Again, while no one can be certain, it is one of the reasons why we believe that she was given the no bid contract for the biomass plant study and why the EIS she is managing regarding it will also be flawed. The League to Save Lake Tahoe in conjunction with the Sierra Club, and the North Tahoe Citizen Action Alliance have filed extensive comments regarding the Biomass NOP and their concerns. We, along with them, are eagerly awaiting her report. (The Shorezone matter [the Judge Karlton Case] is discussed elsewhere in this web site.)
Specific Problematic Contract Provisions:
We are also bothered by a number of statements in her contract with TRPA regarding her study:
1. “This proposal assumes that DOE will largely defer to Placer County and TRPA as to scope and content of the environmental document.” http://www.placer.ca.gov/upload/bos/cob/documents/sumarchv/100518A/bosd_100518_03c__p89_p116.pdf
We are seeking to have DOE involve itself in the study and mandate that EPA be brought into the study and enforce NEPA regulations! Moreover, we believe that the Loyalton Plant, with its history as a market for biomass fuel from the Tahoe Basin and its broad fuel specification that can burn Tahoe’s “dirty” material, should also be thoroughly analyzed in the EIR.
The Problem of DOE and the NOP (Notice of Preparation):
On the bright side, DOE can require a more stringent review of the environmental impact of the project than would occur under TRPA guidelines.
According to Placer and TRPA’s “Notice of Preparation (NOP) of a Draft Environmental Impact Statement / Environmental Impact Report (EIS/EIR) for the Lake Tahoe Biomass Energy Facility (Placer County)”: “The document will be both an environmental impact statement (EIS) prepared in accordance with the TRPA Tahoe Regional Planning Compact, Goals and Policies, Code of Ordinances, and Rules of Procedure, and an environmental impact report (EIR) prepared in accordance with the California Environmental Quality Act (CEQA) and the State CEQA Guidelines.

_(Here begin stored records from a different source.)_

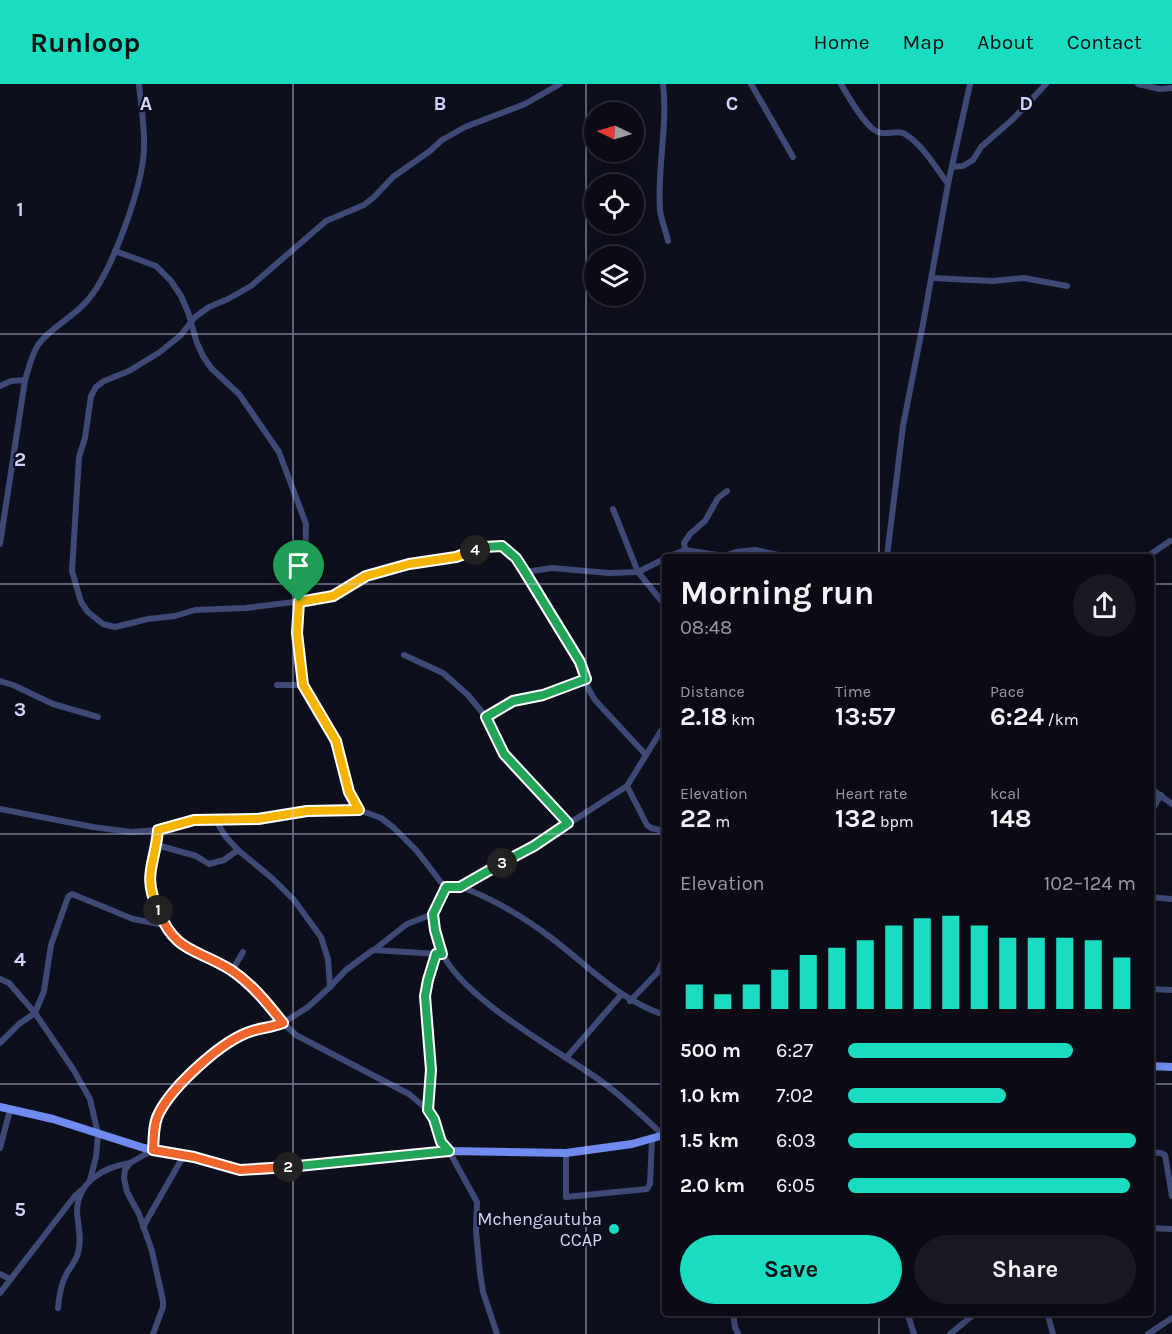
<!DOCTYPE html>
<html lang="en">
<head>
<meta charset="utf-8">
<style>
  :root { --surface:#0a0b15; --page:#181922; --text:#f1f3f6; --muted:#999ba0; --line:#2a2b34; --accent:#19dcc1 }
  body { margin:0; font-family:Karla,sans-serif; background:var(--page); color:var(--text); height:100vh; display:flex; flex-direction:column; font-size:22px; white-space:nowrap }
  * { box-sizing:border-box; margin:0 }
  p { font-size:20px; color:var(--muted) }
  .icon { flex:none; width:33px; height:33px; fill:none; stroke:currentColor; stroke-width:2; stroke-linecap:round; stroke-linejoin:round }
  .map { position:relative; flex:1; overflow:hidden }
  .details { position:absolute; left:662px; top:470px; width:492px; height:762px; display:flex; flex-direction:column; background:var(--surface); border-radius:6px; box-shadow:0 3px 15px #0003,0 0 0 2px var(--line) }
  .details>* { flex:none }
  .needle { width:39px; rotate:275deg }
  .tools { position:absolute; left:584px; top:18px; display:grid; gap:12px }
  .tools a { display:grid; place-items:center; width:60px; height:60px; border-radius:50%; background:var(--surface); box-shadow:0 3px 15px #0003,0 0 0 2px var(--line); font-size:30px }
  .pin { position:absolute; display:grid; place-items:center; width:51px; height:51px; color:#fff; margin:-62px -26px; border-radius:50% 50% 50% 0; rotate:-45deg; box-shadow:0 0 6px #0007 }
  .pin .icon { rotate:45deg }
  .km { position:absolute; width:30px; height:30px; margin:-15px; border-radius:50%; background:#222; color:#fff; font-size:16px; line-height:30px; text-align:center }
  .round { display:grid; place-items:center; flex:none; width:63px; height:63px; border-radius:32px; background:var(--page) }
  .head { display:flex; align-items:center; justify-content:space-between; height:102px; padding:0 18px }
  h1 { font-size:33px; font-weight:700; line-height:45px }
  .stats { display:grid; grid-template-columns:repeat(3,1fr); gap:9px; height:102px; padding:6px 18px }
  .stats div { display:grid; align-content:center }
  .stats b { font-size:26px; font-weight:700 }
  .stats small { font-size:16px; font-weight:400 }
  .stats p { font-size:16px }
  .chart { height:168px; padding:12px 18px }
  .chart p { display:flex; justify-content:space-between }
  .chart svg { width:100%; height:108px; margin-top:6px; stroke:var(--accent); stroke-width:6 }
  .button { display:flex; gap:12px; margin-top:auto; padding:12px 18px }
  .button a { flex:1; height:69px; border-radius:36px; background:var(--accent); color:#111; font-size:24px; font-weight:700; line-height:69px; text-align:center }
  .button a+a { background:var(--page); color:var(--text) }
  ul { padding:0 18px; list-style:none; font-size:20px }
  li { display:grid; grid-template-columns:96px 72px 1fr; align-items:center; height:45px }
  li i { height:15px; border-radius:8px; background:var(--accent) }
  header { display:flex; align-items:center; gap:36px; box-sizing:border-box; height:84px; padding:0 30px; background:var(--accent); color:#111 }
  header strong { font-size:28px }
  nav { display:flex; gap:33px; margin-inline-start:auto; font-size:21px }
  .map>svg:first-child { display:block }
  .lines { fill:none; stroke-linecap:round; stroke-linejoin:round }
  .street { stroke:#3e4976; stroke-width:6 }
  .secondary { stroke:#708bef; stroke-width:8 }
  .split-1-casing { stroke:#fff; stroke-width:12 }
  .split-2-casing { stroke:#fff; stroke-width:12 }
  .split-3-casing { stroke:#fff; stroke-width:12 }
  .split-4-casing { stroke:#fff; stroke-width:12 }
  .split-5-casing { stroke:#fff; stroke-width:12 }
  .split-1 { stroke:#f5b400; stroke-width:8 }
  .split-2 { stroke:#f0652b; stroke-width:8 }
  .split-3 { stroke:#22a559; stroke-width:8 }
  .split-4 { stroke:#22a559; stroke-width:8 }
  .split-5 { stroke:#f5b400; stroke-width:8 }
  .grid { fill:none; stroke:#cfd4fa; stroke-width:1.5; stroke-opacity:0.55 }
  .poi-dot { fill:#19dcc1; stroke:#0e0f1c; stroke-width:2 }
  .labels { text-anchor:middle; stroke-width:4.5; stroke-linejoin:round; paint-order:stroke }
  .poi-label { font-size:18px; fill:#cfd4fa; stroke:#0e0f1c; text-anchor:end }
  .grid-label { font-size:20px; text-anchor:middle; font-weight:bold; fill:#cfd4fa; stroke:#0e0f1c; stroke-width:4.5; stroke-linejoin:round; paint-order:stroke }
</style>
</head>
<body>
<header>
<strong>Runloop</strong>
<nav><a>Home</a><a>Map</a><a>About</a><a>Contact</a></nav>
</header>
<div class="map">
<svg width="1172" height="1250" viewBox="0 0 1172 1250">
  <rect width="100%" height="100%" fill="#0e0f1c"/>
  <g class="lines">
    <g class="street">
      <polyline points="560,0 525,20 465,43 442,56 430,67 393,93 374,113 364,121 326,137 251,202 228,215 209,223 195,233 181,251 160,268 129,287 104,297 96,303 91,312 85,354 79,373 72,487 81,518 88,528 103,540 115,543 148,535 175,532 195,526 246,524 325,514 339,509 359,494 366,492 409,480 456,473 484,463 502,463 517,477 541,514 580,578 588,604 595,616 646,671"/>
      <path d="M663,0C668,42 657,84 660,126C661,136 666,147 668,157"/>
      <polyline points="751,0 793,73"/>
      <path d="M841,0C848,12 865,43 878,48C886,52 897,45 905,50C923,61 936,84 948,100"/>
      <polyline points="1138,0 1160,5 1172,4"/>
      <polyline points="952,83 963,82 973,76 981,63 1013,35 1046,0"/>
      <polyline points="115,167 156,182 171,197 181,212 188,228 197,259 203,272 211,284 239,310 279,368 306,440 305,478 299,518 297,549 303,601 336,657 349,708 359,726"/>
      <polyline points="932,194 993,197 1024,194 1067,202"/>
      <polyline points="0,302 11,297 25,296"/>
      <polyline points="613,425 638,488 664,520"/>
      <path d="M0,460L25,296C29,284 31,272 38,261C50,244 72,234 86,218C111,191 143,102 144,64C145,43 141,22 139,0"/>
      <polyline points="670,472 685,466 724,472 736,468 755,466 783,472"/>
      <polyline points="691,472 685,466 684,459 690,450 705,437 718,414 727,407"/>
      <polyline points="887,472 903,342 923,240 948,100 970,0"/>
      <polyline points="1148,472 1170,457"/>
      <polyline points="525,488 552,484 609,489 638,488 664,475"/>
      <polyline points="404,571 443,589 468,611 486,633 504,671 568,739"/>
      <polyline points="0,597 13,601 53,620 98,633"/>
      <polyline points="277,601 303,601"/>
      <polyline points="486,633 513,617 543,611 586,595"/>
      <polyline points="627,702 647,741 651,744 664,747"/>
      <polyline points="1150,704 1172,720"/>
      <polyline points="0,725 93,743 131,748 158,746 194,737 258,735 307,727 359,726 381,734 394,744 417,767 440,797 446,803 453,804 469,799 534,762 627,702 664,642"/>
      <polyline points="1150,729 1161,711"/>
      <path d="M158,746C157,764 148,783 149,801C150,810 155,819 158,827C176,869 199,865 231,887C252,901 267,919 283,939L308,923L330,903L328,875L321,853L294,816L273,795L238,766L225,752L216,736"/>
      <polyline points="157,761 196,772 209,780 224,776 238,766"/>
      <path d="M446,803C434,830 430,838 442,868C461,914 559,967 601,997C623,1013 643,1032 663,1051"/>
      <path d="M461,803C494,815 522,832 550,853C590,883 616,914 664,931"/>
      <polyline points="1150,813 1172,815"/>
      <polyline points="374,866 407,840 433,830"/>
      <polyline points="232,887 243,868"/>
      <polyline points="0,895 9,899 35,929 73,985 90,1015 98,1050 96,1073 90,1096"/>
      <polyline points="330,903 346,886 373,866 439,870"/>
      <polyline points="1150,905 1172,906"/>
      <polyline points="630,917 657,889 664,875"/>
      <polyline points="0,959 19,940 35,929 44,907 51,861 68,813 72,810 77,812 133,835 164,841"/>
      <polyline points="566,974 621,911"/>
      <polyline points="428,1026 431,986 425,912 428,896 436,870"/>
      <polyline points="0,1064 10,1026"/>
      <polyline points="1150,1068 1161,1069 1165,1071 1172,1112"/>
      <polyline points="566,1069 566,1113 647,1105 650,1100 652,1055"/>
      <polyline points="143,1143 184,1071"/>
      <polyline points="1150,1144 1172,1145"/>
      <polyline points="0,1190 10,1195"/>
      <polyline points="0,1209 74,1113 84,1104"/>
      <path d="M58,1224C59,1212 61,1199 67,1189C71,1182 76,1177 78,1169C82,1155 78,1142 77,1128C77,1098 104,1083 130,1079"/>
      <polyline points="733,1228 735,1243 738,1250"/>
      <polyline points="907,1228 914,1250"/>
      <polyline points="1047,1228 1053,1250"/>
      <path d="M153,1250L163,1223V1217L152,1167L139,1130L127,1108L124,1094L125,1086L130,1079L153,1066C153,1054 153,1040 159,1029C173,1002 223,956 252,947C262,944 273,943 283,939L296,951L313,960L409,1010L428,1026L434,1035L441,1058L449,1067L477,1118L476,1147L480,1189L483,1208L497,1250"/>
      <polyline points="950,1250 977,1228"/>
      <polyline points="1148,1250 1172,1234"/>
    </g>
    <g class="secondary">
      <polyline points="1150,982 1172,983"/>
      <polyline points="0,1023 53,1035 144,1064 204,1076 233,1085 248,1087 449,1067 566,1069 632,1060 664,1051"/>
    </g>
  </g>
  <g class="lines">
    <defs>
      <path id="split-1" d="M158,826C142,790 155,781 158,746L194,736L258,735L307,727L359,726L349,708L336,657L303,601L297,549L299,518"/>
      <path id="split-2" d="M158,826C176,870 196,864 231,886C252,900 267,919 283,939C273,943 262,944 252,947C222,956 173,1002 159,1029C153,1040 154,1054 153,1066L194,1073L240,1086L288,1083"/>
      <polyline id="split-3" points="288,1083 449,1067 441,1058 434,1035 428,1026 431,986 425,912 428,896 436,870 442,870 435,846 433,830 446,803 460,803 502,779"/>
      <polyline id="split-4" points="475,466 484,463 502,462 516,474 525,488 580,578 586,595 543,611 513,617 486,633 504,670 568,739 534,762 502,779"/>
      <polyline id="split-5" points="299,518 333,512 366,492 409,480 456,473 475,466"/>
    </defs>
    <use href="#split-1" class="split-1-casing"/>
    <use href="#split-2" class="split-2-casing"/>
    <use href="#split-3" class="split-3-casing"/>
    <use href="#split-4" class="split-4-casing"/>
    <use href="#split-5" class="split-5-casing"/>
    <use href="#split-1" class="split-1"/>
    <use href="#split-2" class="split-2"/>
    <use href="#split-3" class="split-3"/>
    <use href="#split-4" class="split-4"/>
    <use href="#split-5" class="split-5"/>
  </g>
  <path class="grid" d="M293,0V1250M586,0V1250M879,0V472M0,250H1172M0,500H664M1150,500H1172M0,750H664M1150,750H1172M0,1000H664M1150,1000H1172M879,1228V1250"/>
  <circle class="poi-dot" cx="614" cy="1145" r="6"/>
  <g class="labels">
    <g class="poi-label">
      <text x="602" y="1141">Mchengautuba<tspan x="602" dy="21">CCAP</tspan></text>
    </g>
  </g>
  <g class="grid-label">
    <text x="146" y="26">A</text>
    <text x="440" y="26">B</text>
    <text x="732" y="26">C</text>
    <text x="1026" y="26">D</text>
    <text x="20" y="132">1</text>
    <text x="20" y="382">2</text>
    <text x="20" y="632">3</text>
    <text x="20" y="882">4</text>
    <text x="20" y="1132">5</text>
  </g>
</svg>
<div class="tools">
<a><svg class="needle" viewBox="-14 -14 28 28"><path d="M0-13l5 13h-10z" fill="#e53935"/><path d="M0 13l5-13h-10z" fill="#999ba0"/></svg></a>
<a><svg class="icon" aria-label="locate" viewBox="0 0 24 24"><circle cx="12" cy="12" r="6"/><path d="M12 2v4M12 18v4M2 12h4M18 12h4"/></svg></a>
<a><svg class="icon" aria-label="layers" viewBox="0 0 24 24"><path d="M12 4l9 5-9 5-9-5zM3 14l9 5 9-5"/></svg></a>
</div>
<div class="pin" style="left:299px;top:518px;background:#1e9e55"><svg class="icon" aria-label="arrive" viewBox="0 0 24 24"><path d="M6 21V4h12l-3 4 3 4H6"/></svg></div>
<b class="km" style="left:158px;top:826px">1</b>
<b class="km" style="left:288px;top:1083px">2</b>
<b class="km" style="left:502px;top:779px">3</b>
<b class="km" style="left:475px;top:466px">4</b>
<section class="details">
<div class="head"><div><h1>Morning run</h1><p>08:48</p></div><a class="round"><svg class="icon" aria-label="share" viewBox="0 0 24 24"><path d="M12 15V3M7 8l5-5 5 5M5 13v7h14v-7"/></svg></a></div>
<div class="stats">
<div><p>Distance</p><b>2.18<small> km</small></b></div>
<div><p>Time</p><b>13:57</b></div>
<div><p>Pace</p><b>6:24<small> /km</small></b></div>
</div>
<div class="stats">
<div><p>Elevation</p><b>22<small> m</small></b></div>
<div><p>Heart rate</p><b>132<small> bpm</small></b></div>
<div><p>kcal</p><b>148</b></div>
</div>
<div class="chart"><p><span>Elevation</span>102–124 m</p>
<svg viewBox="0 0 160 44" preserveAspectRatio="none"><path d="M5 44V34M15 44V38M25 44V34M35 44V28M45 44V22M55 44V19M65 44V16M75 44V10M85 44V7M95 44V6M105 44V10M115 44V15M125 44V15M135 44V15M145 44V16M155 44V23"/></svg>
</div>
<ul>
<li><b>500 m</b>6:27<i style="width:78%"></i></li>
<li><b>1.0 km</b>7:02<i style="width:55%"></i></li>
<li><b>1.5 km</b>6:03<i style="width:100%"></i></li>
<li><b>2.0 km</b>6:05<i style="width:98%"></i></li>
</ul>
<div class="button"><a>Save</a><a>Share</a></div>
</section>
</div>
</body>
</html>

The U.S. Department of Energy (DOE) is contributing federal grant funding for the proposed project. It is anticipated that the EIR/EIS will be prepared to satisfy the requirements of an environmental assessment (EA) pursuant to the National Environmental Policy Act (NEPA). If DOE determines that an EIS is required for NEPA purposes (similar to, but not the same as an EIS prepared pursuant to TRPA regulations), separate and subsequent noticing and scoping will be conducted to satisfy DOE requirements. If DOE determines that the project, as mitigated, will not have significant effects on the environment, DOE may adopt a finding of no significant impact (FONSI) for the project .” http://www.trpa.org/documents/notices/LTB%20Biomass_NOP_07%2019%2010.pdf
The DOE can decide to require a full EIS or a lesser EA (Environmental Assessment, as per TRPA’s guidelines). Given the Congressionally directed nature of earmarks, the DOE often defers these decisions to the local jurisdiction. Therefore, we expect TRPA to choose only the minimum level of environmental documentation when, to protect the Basin, it ought to choose the maximum level of documentation.
We are seeking to convince the DOE that TRPA’s guidelines are inadequate for a proper environmental impact study and they therefore need to involve themselves and ask for a complete federal EIS. And, we are seeking to convince California’s US Senator Feinstein of the same thing.
We would encourage all Friends of Lake Tahoe to do also!